▸ **WORK TO COMPLETE**
Please return the whole listing. Keep each line exactly the same.

▸ **DATA**
◇ ◇ ◇ ◇ ◇

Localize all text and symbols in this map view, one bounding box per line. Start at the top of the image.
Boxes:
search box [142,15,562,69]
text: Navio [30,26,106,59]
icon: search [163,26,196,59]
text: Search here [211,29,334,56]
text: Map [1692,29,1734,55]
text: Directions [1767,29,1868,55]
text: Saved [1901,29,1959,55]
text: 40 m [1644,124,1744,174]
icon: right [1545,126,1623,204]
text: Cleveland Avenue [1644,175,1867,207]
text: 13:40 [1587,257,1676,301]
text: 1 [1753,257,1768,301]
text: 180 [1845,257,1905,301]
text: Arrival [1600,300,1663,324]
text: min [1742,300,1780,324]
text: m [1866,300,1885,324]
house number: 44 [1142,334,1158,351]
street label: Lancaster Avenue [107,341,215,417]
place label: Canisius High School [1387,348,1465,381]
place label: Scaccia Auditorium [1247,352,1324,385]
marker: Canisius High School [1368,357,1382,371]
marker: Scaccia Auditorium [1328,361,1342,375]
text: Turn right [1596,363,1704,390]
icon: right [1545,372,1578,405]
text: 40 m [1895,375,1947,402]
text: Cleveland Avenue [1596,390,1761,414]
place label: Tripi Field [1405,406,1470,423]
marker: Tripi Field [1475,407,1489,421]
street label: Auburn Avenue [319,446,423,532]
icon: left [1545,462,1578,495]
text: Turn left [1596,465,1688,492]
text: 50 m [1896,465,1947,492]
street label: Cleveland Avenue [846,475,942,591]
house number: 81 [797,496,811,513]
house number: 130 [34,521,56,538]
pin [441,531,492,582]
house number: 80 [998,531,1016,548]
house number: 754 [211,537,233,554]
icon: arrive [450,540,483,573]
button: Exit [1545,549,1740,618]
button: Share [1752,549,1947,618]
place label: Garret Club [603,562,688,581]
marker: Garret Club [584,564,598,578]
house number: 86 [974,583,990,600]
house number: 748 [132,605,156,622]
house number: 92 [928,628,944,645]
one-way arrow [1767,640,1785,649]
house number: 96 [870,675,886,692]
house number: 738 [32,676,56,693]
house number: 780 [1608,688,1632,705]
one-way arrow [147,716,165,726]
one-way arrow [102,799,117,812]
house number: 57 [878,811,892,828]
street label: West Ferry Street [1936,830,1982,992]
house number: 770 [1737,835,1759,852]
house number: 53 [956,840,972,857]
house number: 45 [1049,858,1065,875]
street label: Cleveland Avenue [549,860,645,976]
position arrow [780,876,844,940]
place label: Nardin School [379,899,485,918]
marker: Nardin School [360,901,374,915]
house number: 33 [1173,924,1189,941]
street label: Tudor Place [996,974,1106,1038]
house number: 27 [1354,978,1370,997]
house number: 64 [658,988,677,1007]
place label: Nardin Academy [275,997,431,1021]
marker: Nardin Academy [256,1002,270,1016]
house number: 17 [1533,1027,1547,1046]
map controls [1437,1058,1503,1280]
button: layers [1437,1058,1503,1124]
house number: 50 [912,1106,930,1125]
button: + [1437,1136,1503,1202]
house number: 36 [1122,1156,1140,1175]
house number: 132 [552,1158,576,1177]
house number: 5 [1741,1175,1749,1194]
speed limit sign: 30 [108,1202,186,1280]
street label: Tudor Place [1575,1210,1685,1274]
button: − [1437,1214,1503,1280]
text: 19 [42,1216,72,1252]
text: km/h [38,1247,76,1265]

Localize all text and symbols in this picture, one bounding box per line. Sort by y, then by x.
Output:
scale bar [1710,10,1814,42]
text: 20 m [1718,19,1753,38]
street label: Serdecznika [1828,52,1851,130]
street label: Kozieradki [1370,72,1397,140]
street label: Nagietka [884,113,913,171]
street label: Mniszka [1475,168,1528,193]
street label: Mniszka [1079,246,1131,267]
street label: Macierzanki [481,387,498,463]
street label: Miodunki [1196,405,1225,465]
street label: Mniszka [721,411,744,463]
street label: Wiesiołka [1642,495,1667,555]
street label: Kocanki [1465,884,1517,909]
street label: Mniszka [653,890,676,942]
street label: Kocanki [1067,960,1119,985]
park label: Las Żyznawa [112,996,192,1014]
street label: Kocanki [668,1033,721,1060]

◇ ◇ ◇ ◇ ◇

▸ **OUTPUT BELOW**
Localize all text and symbols in this map view, one bounding box per line. Start at the top of the image.
Boxes:
search box [142,15,562,69]
text: Navio [30,26,106,59]
icon: search [163,26,196,59]
text: Search here [211,29,334,56]
text: Map [1692,29,1734,55]
text: Directions [1767,29,1868,55]
text: Saved [1901,29,1959,55]
text: 40 m [1644,124,1744,174]
icon: right [1545,126,1623,204]
text: Cleveland Avenue [1644,175,1867,207]
text: 13:40 [1587,257,1676,301]
text: 1 [1753,257,1768,301]
text: 180 [1845,257,1905,301]
text: Arrival [1600,300,1663,324]
text: min [1742,300,1780,324]
text: m [1866,300,1885,324]
house number: 44 [1142,334,1158,351]
street label: Lancaster Avenue [107,341,215,417]
place label: Canisius High School [1387,348,1465,381]
place label: Scaccia Auditorium [1247,352,1324,385]
marker: Canisius High School [1368,357,1382,371]
marker: Scaccia Auditorium [1328,361,1342,375]
text: Turn right [1596,363,1704,390]
icon: right [1545,372,1578,405]
text: 40 m [1895,375,1947,402]
text: Cleveland Avenue [1596,390,1761,414]
place label: Tripi Field [1405,406,1470,423]
marker: Tripi Field [1475,407,1489,421]
street label: Auburn Avenue [319,446,423,532]
icon: left [1545,462,1578,495]
text: Turn left [1596,465,1688,492]
text: 50 m [1896,465,1947,492]
street label: Cleveland Avenue [846,475,942,591]
house number: 81 [797,496,811,513]
house number: 130 [34,521,56,538]
pin [441,531,492,582]
house number: 80 [998,531,1016,548]
house number: 754 [211,537,233,554]
icon: arrive [450,540,483,573]
button: Exit [1545,549,1740,618]
button: Share [1752,549,1947,618]
place label: Garret Club [603,562,688,581]
marker: Garret Club [584,564,598,578]
house number: 86 [974,583,990,600]
house number: 748 [132,605,156,622]
house number: 92 [928,628,944,645]
one-way arrow [1767,640,1785,649]
house number: 96 [870,675,886,692]
house number: 738 [32,676,56,693]
house number: 780 [1608,688,1632,705]
one-way arrow [147,716,165,726]
one-way arrow [102,799,117,812]
house number: 57 [878,811,892,828]
street label: West Ferry Street [1936,830,1982,992]
house number: 770 [1737,835,1759,852]
house number: 53 [956,840,972,857]
house number: 45 [1049,858,1065,875]
street label: Cleveland Avenue [549,860,645,976]
position arrow [780,876,844,940]
place label: Nardin School [379,899,485,918]
marker: Nardin School [360,901,374,915]
house number: 33 [1173,924,1189,941]
street label: Tudor Place [996,974,1106,1038]
house number: 27 [1354,978,1370,997]
house number: 64 [658,988,677,1007]
place label: Nardin Academy [275,997,431,1021]
marker: Nardin Academy [256,1002,270,1016]
house number: 17 [1533,1027,1547,1046]
map controls [1437,1058,1503,1280]
button: layers [1437,1058,1503,1124]
house number: 50 [912,1106,930,1125]
button: + [1437,1136,1503,1202]
house number: 36 [1122,1156,1140,1175]
house number: 132 [552,1158,576,1177]
house number: 5 [1741,1175,1749,1194]
speed limit sign: 30 [108,1202,186,1280]
street label: Tudor Place [1575,1210,1685,1274]
button: − [1437,1214,1503,1280]
text: 19 [42,1216,72,1252]
text: km/h [38,1247,76,1265]

Localize all text and symbols in this picture, one bounding box per line. Sort by y, then by x.
Output:
scale bar [1710,10,1814,42]
text: 20 m [1718,19,1753,38]
street label: Serdecznika [1828,52,1851,130]
street label: Kozieradki [1370,72,1397,140]
street label: Nagietka [884,113,913,171]
street label: Mniszka [1475,168,1528,193]
street label: Mniszka [1079,246,1131,267]
street label: Macierzanki [481,387,498,463]
street label: Miodunki [1196,405,1225,465]
street label: Mniszka [721,411,744,463]
street label: Wiesiołka [1642,495,1667,555]
street label: Kocanki [1465,884,1517,909]
street label: Mniszka [653,890,676,942]
street label: Kocanki [1067,960,1119,985]
park label: Las Żyznawa [112,996,192,1014]
street label: Kocanki [668,1033,721,1060]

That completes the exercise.